What makes you happy when you walk in the door – the joyous barks of your devoted canine, the delicious smell of dinner cooking? I’ve never had a dog, and I’m the cook in the house, so for me, Akemi’s practicing makes my homecoming. As soon as I get out of the car, the sounds of her violin telegraph so many reassuring messages to me: she’s home, she’s hard at work, she’s making great progress.
She was a latch-key kid in high school. Between university events and directing academic programs with evening classes, it is not unusual for me to get home after 9 pm. I always have considered myself fortunate and blessed to have had such a self-directed daughter, one who held to solid study and practice habits developed at tender ages. Not many other teenagers would have done so well with so much unsupervised time. But whenever I got home, I would find she had gotten an amazing amount done (although with her Poly and Colburn double lives, 9 pm was merely midpoint of all that she still had to do each night).

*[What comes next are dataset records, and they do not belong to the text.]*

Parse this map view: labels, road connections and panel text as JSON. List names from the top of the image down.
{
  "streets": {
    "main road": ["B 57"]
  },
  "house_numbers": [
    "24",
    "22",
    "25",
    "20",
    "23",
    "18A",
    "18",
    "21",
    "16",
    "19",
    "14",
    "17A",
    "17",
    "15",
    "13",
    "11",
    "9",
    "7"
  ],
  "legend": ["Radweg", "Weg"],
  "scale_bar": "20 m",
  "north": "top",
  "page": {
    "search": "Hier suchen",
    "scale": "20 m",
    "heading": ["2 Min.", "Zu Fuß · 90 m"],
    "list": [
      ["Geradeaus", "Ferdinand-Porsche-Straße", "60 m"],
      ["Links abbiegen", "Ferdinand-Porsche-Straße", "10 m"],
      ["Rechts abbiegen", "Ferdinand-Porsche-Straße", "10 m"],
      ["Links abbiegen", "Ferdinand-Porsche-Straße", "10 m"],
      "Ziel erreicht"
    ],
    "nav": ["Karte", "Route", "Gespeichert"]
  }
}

After my piano and I moved out of Peralta Hills, my parents have said many times over the years that they missed hearing me practice. Whenever Akemi is away, I know exactly what they meant. Since she’s gone off to college, I may not hear her play for a few months at a time, which makes hearing her practice even more of a treat.
This past week as she has been home on spring break, I’ve gotten to hear her work on her concerto, the Tchaikovsky, and her solo spring recital pieces: the Bach b minor partita, the Mozart E-flat major sonata (K. 302), the second Martinu sonata, the second Brahms sonata in A major. At last night’s run-through for the Mugemancuro family, I told her I thought Mr. Buswell’s concept of Baroque playing is really jelling in her (he is a Bach expert), and that the Martinu is her kind of piece. I’m hoping she will be willing to keep the Brahms in her repertoire and give me time to learn it once my piano returns. On that bucket list I didn’t think I had, I’d like to add playing this Brahms with her.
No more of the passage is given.